*What you have to do*
Transcribe exactly everything in the data below from the line containing "M0,760L94,628L167,534L199,482" down to the line containing "M729,924L726,914L728,906C748,874 768,841 792,811C833,759", both lines included and nothing further.
[Start of section]
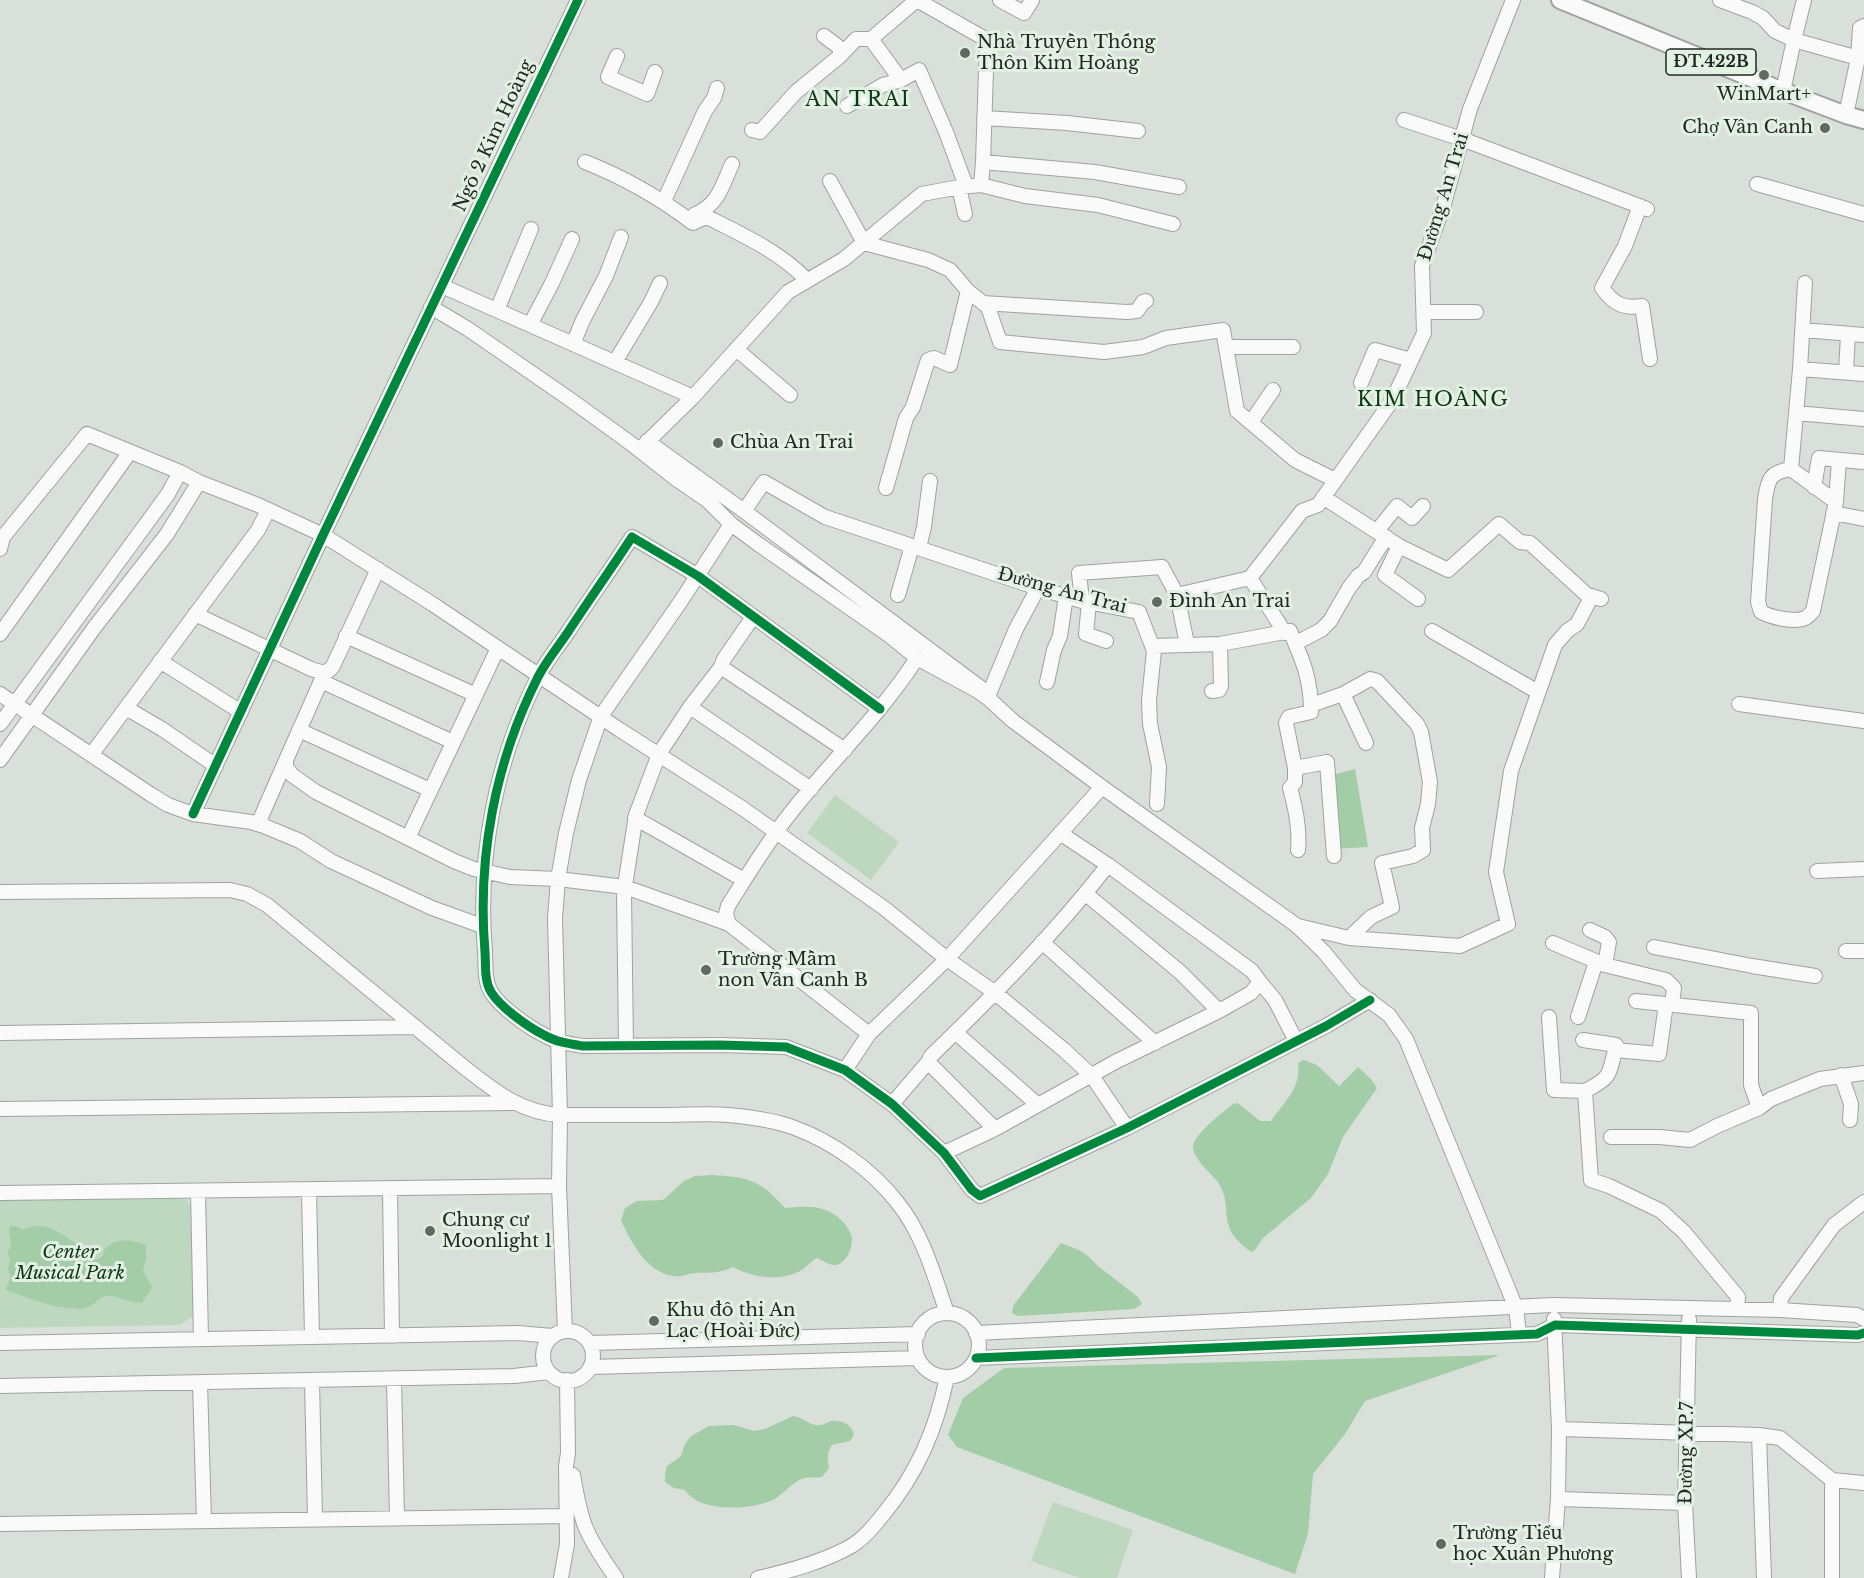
<!DOCTYPE html>
<html>
<head>
<meta charset="utf-8">
<style>
	body { margin:0 }
	canvas { display:block; background:#d9e0da }
</style>
</head>
<body>
<canvas width="1864" height="1578"></canvas>
<script>
const ctx = document.querySelector('canvas').getContext('2d');
ctx.lineJoin = 'round';
function paint(path, color) { ctx.fillStyle = color; ctx.fill(path, 'evenodd'); }
function strokePath(path, color, width, dash) { ctx.strokeStyle = color; ctx.lineWidth = width; ctx.lineCap = dash ? 'butt' : 'round'; ctx.setLineDash(dash || []); ctx.stroke(path); }
function write(font, color, halo, rows, align = 'center') {
  ctx.font = font + ' "Libre Baskerville",serif'; ctx.lineWidth = 6; ctx.setLineDash([]); ctx.textBaseline = 'middle'; ctx.strokeStyle = halo; ctx.fillStyle = color; for (const [text, x, y, turn = 0] of rows) {
    ctx.save(); ctx.translate(x, y); ctx.rotate((+turn || 0) * Math.PI / 180); ctx.textAlign = isNaN(turn) ? turn : align; if (halo) ctx.strokeText(text, 0, 0); ctx.fillText(text, 0, 0); ctx.restore();
  }
}
const green = new Path2D(`
	M835,795L899,842L871,880L807,833Z
	M182,1196L194,1208L196,1314L180,1325L0,1328V1200Z
	M1053,1502L1133,1530L1117,1578H1080L1031,1561Z`);
const water = new Path2D(`
	M1355,769L1368,847L1333,849L1328,776Z
	M1304,1060L1317,1065L1339,1086L1358,1067L1371,1079L1377,1088L1343,1137L1328,1174L1311,1198L1263,1238L1255,1250L1251,1252C1244,1246 1233,1238 1230,1229C1223,1211 1230,1199 1217,1181C1209,1171 1194,1160 1193,1147C1193,1135 1223,1112 1233,1104L1238,1103L1260,1121H1271C1284,1102 1302,1087 1298,1063Z
	M712,1175C749,1177 760,1180 785,1208C799,1207 814,1205 828,1211C838,1215 851,1228 852,1239C852,1249 846,1264 835,1265C828,1265 823,1260 817,1258C811,1261 808,1266 802,1270C782,1282 752,1278 733,1267C717,1274 713,1272 696,1273C688,1273 682,1278 673,1276C646,1272 631,1242 621,1220L625,1208L637,1201L663,1200L684,1181L695,1176Z
	M11,1226H15L23,1230C44,1218 64,1236 82,1247V1255C87,1258 95,1262 100,1258C106,1254 101,1254 105,1249C116,1237 132,1240 146,1245V1258L143,1271L152,1287L142,1303C132,1304 121,1297 111,1296C96,1296 97,1305 86,1308C80,1310 74,1308 68,1308C50,1306 40,1302 23,1296C17,1293 11,1294 6,1289L11,1277L8,1269L10,1261L8,1252L11,1244L9,1229Z
	M1061,1243L1079,1250L1088,1256L1098,1266L1138,1297L1142,1304L1134,1309L1018,1316L1012,1313L1013,1306Z
	M1500,1355L1365,1401L1345,1434L1313,1474L1308,1534L1295,1574L957,1447L948,1435L963,1398L1004,1368Z
	M793,1416C802,1417 808,1424 816,1425C823,1426 825,1423 831,1421C841,1420 852,1424 854,1435L850,1441L832,1445C826,1454 828,1458 829,1468L822,1477C816,1478 809,1477 804,1478C792,1482 784,1494 773,1500C751,1510 699,1513 685,1490L674,1488L665,1482V1475L667,1466L681,1456L685,1444L691,1436L709,1426L734,1425L754,1431L765,1429Z`);
const minor = new Path2D(`
	M1000,0L1024,13L1032,0
	M1720,0L1752,12L1763,18L1775,31L1794,40L1783,91
	M1804,0L1794,40L1858,58L1846,115
	M617,56L608,77L647,94L655,72
	M840,56L856,39H871
	M1858,58L1860,28L1864,26
	M901,80L871,39L912,4L913,0
	M847,106L883,85L901,80L919,70L946,132L966,186
	M984,118L1067,123L1138,131
	M1404,120L1462,139L1647,209
	M752,130L760,132L796,92L840,56V48L824,36
	M585,162C623,177 660,198 693,223L704,218H709C743,235 780,252 807,280
	M983,162L1095,172L1179,187
	M830,181L864,243L928,260L950,270L968,291L950,365L934,358L928,360L913,407L906,418L886,488
	M1757,184L1864,214
	M981,185L1025,196L1098,205L1173,224
	M959,187L965,214
	M664,201L705,111L714,98L717,88
	M1640,206L1625,246L1602,288C1614,304 1623,309 1642,306L1650,359
	M692,218L694,215C719,204 721,188 732,164
	M442,286L693,397
	M968,291L988,307L1000,342L1104,352L1143,347L1166,338L1223,330L1237,411L1295,460L1335,480
	M983,303L1127,312L1137,311L1143,302L1146,301
	M431,307L468,329L568,398L629,442L676,479L708,501L731,524L758,544L890,636L917,658L976,690L989,699L1013,721L1102,787L1296,925L1324,952L1355,990L1389,1015L1406,1039L1516,1308L1519,1334
	M497,310L531,229
	M1424,312H1476
	M530,325L552,283L572,239
	M1803,330L1864,335
	M573,344L583,320L606,276L621,237
	M1226,347H1293
	M736,349L790,395
	M615,362L651,302L660,283
	M1800,369L1864,374
	M1846,372L1848,334
	M1361,383L1375,350L1411,360
	M1796,413L1864,419
	M1251,422L1273,390
	M647,441L744,511L989,694L1016,629L1038,588
	M639,450L693,397L788,292L844,259L922,194L959,187L981,185L983,162L987,40L917,0
	M1791,469L1800,369L1805,283
	M1814,487L1819,458L1864,462
	M1323,497L1399,546L1448,570L1499,524L1520,542L1530,543L1587,595L1601,599
	M1836,502L1791,469C1770,472 1768,479 1765,499L1758,602L1761,612C1770,617 1795,623 1805,618C1808,617 1810,614 1813,611L1836,502L1839,460
	M744,511L764,482L825,517L1038,588L1082,601L1139,612L1154,651L1149,700L1150,724L1159,767L1157,804
	M1833,513L1864,519
	M1377,531L1397,506L1412,518L1423,506
	M1399,546L1385,575L1418,599
	M919,548L924,527L930,481
	M0,549L3,537L87,434L180,472L199,482L258,505L323,535L434,605L620,730L742,808L884,908L947,959L994,992L1064,1050L1092,1076L1127,1128
	M1250,578L1285,633
	M898,595L912,546
	M1177,595L1250,578L1302,511L1318,505L1393,399L1424,333L1422,266L1444,204L1470,109L1513,0
	M1082,601L1079,573L1162,567L1177,595L1187,644
	M1089,602L1086,634L1106,641
	M195,614L311,669C320,672 327,675 333,666L378,569
	M1432,631L1538,692
	M0,634L130,452
	M346,636L476,695
	M1296,643L1321,630L1330,621L1349,588L1358,576L1364,572L1386,537
	M1153,646L1220,644L1290,631C1303,661 1311,679 1311,712L1289,717L1286,723L1295,768V782L1290,788C1296,809 1300,829 1298,850
	M160,661L241,712
	M721,667L845,750
	M325,672L286,760V767L292,775L316,792L454,861L474,869L510,877L558,879L625,887L729,924L869,1034L845,1070
	M321,681L453,742
	M1047,682L1054,650L1060,636L1066,596
	M1212,691L1219,690L1221,686L1220,644
	M0,694L150,794L168,805L193,814L251,822L264,826L300,841L331,861L432,908L482,926
	M1343,694L1370,679L1377,681L1417,724L1421,732L1430,782L1428,804L1422,828L1423,850L1413,856L1382,863L1392,907L1371,917L1349,938
	M1739,704L1864,721
	M1311,705L1343,694L1366,743
	M690,707L811,789
	M126,708L162,729L216,766
	M880,709L698,576L632,537C611,569 589,600 568,632C558,647 546,661 538,677C495,762 477,858 485,952C486,965 484,980 491,992C500,1007 528,1027 544,1035C556,1042 570,1044 583,1046L720,1045L786,1047L845,1070L892,1104L944,1153L972,1190L980,1196L1127,1128L1326,1026L1370,1000
	M0,724L168,494L180,472
	M299,730L430,790
	M91,755L258,530L268,510
	M0,760L94,628L167,534L199,482
	M1295,768L1327,762L1334,856
	M193,814L323,535L578,0
	M635,818L744,880
	M258,824L286,760
	M408,838L498,648
	M1817,871L1864,869
	M0,892L230,890L247,894L267,905L465,1068C495,1091 521,1113 560,1115C595,1115 630,1115 665,1115C686,1115 707,1113 728,1115C750,1117 774,1120 795,1128C833,1142 872,1170 897,1202C923,1234 934,1275 947,1313
	M1086,894L1180,972L1219,1011
	M729,924L726,914L728,906C748,874 768,841 792,811C833,759 881,714 917,658
	M1298,926L1349,938L1460,946L1508,924L1496,872L1511,771L1555,645L1567,631L1577,624L1592,596
	M1590,930L1605,937L1609,942L1605,965
	M1042,942L1155,1043
	M1553,943L1605,965L1666,980L1674,988L1672,1005
	M1654,947L1752,966L1815,976
	M1846,951H1864
	M1260,982L1275,1000L1296,1041
	M1636,1001L1751,1013V1085L1759,1108
	M1549,1017L1554,1090L1585,1091L1591,1180L1609,1186L1661,1211L1684,1232L1738,1297L1737,1309
	M1578,1017L1596,962
	M955,1032L1038,1105
	M0,1033L416,1027
	M869,1034L947,959L1102,787
	M1583,1040L1616,1045L1615,1050
	M626,1045L624,892L636,815L659,754L690,707L721,667L724,659L753,617
	M1841,1075L1851,1104L1850,1120
	M1585,1091C1610,1078 1609,1076 1615,1050L1659,1054L1666,1004
	M892,1104L928,1062
	M0,1109L514,1103
	M995,1129L928,1062L931,1056C993,996 1055,933 1108,865
	M1611,1137H1660L1690,1140L1717,1126L1759,1108L1771,1099L1820,1079L1864,1073
	M944,1153L995,1129L1115,1062L1219,1011L1251,993L1260,982L1252,971L1108,865L1060,833
	M390,1188L392,1336
	M309,1190L312,1337
	M198,1191L201,1339
	M0,1193L559,1186
	M1780,1310L1781,1298L1834,1225L1864,1202
	M915 1345a32 32 0 1 1 64 0a32 32 0 1 1-64 0Z
	M1689,1319L1685,1503L1689,1578
	M543 1356a25 25 0 1 1 50 0a25 25 0 1 1-50 0Z
	M565,1331L559,1186L560,1115L555,918L558,879L566,833L579,780L601,716L681,601L731,524
	M976,1333L1553,1305L1780,1310L1857,1315L1864,1319
	M0,1343L518,1333L552,1336
	M590,1343L918,1334
	M976,1358L1537,1334L1555,1325L1858,1335L1864,1333
	M590,1367L918,1358
	M394,1379L397,1518
	M312,1380L315,1519
	M200,1383L204,1521
	M0,1386L514,1376L549,1372
	M1559,1429L1759,1435L1780,1438L1832,1480L1864,1483
	M1759,1435L1764,1578
	M573,1475C576,1492 579,1510 585,1526C592,1544 605,1562 616,1578
	M1558,1499L1685,1503
	M0,1524L567,1516
	M561,1578L567,1544L566,1466L568,1453L567,1380
	M758,1578C790,1571 824,1562 853,1545C865,1537 873,1527 882,1516C917,1474 936,1430 947,1377
	M1552,1578L1558,1499L1559,1429L1554,1319
	M1832,1578V1480`);
const major = new Path2D(`
	M1560,0L1783,91L1846,115L1864,120`);
const cycleway = new Path2D(`
	M880,709L698,576L632,537C611,569 589,600 568,632C558,647 546,661 538,677C495,762 477,858 485,952C486,965 484,980 491,992C500,1007 528,1027 544,1035C556,1042 570,1044 583,1046L720,1045L786,1047L845,1070L892,1104L944,1153L972,1190L980,1196L1127,1128L1326,1026L1370,1000
	M193,814L323,535L578,0
	M976,1358L1537,1334L1555,1325L1858,1335L1864,1333`);
const markers = [
	[965,53,6,"#636864"],
	[1764,75,6,"#636864"],
	[1825,128,6,"#636864"],
	[718,443,6,"#636864"],
	[1157,602,6,"#636864"],
	[706,970,6,"#636864"],
	[430,1231,6,"#636864"],
	[654,1321,6,"#636864"],
	[1441,1544,6,"#636864"]
];
const shields = [
	[1711,62,90]
];
const shieldNames = [
	["ĐT.422B",1711,62]
];
const poiNames = [
	["Nhà Truyền Thống",977,43],
	["Thôn Kim Hoàng",977,64],
	["WinMart+",1764,95,"center"],
	["Chợ Vân Canh",1813,128,"right"],
	["Chùa An Trai",730,443],
	["Đình An Trai",1169,602],
	["Trường Mầm",718,960],
	["non Vân Canh B",718,981],
	["Chung cư",442,1221],
	["Moonlight 1",442,1242],
	["Khu đô thị An",666,1311],
	["Lạc (Hoài Đức)",666,1332],
	["Trường Tiểu",1453,1534],
	["học Xuân Phương",1453,1555]
];
const streetNames = [
	["Ngõ 2 Kim Hoàng",494,136,-65],
	["Đường An Trai",1444,197,-73],
	["Đường An Trai",1062,591,15],
	["Đường XP.7",1687,1453,-89]
];
const parkNames = [
	["Center",70,1253],
	["Musical Park",70,1274]
];
const neighbourhoodNames = [
	["AN TRAI",858,100],
	["KIM HOÀNG",1433,400]
];
paint(green, '#bdd8bf');
paint(water, '#a2cda6');
strokePath(minor, '#9ea39f', 16);
strokePath(major, '#9ea39f', 20);
strokePath(minor, '#f9faf9', 14);
strokePath(major, '#f9faf9', 16);
strokePath(cycleway, '#00873e', 9);
for (const [x, y, r, color] of markers) { const dot = new Path2D(); dot.arc(x, y, r, 0, 2 * Math.PI); ctx.fillStyle = color; ctx.fill(dot); strokePath(dot, '#e3f0e4', 2); }
for (const [x, y, w] of shields) { const box = new Path2D(); box.roundRect(x - w / 2, y - 13, w, 26, 4.5); ctx.fillStyle = '#e3f0e4'; ctx.fill(box); strokePath(box, '#232824', 1.5); }
write('bold 16px', '#232824', null, shieldNames);
write('18px', '#232824', '#e3f0e4', poiNames, 'left');
write('18px', '#232824', '#e3f0e4', streetNames);
write('italic 18px', '#0d3815', '#e3f0e4', parkNames);
ctx.letterSpacing = '1.5px';
write('20px', '#0b3915', '#e3f0e4', neighbourhoodNames);
ctx.letterSpacing = '0px';
</script>
</body>
</html>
[End of section]
*Answer to this exercise*
	M0,760L94,628L167,534L199,482
	M1295,768L1327,762L1334,856
	M193,814L323,535L578,0
	M635,818L744,880
	M258,824L286,760
	M408,838L498,648
	M1817,871L1864,869
	M0,892L230,890L247,894L267,905L465,1068C495,1091 521,1113 560,1115C595,1115 630,1115 665,1115C686,1115 707,1113 728,1115C750,1117 774,1120 795,1128C833,1142 872,1170 897,1202C923,1234 934,1275 947,1313
	M1086,894L1180,972L1219,1011
	M729,924L726,914L728,906C748,874 768,841 792,811C833,759 881,714 917,658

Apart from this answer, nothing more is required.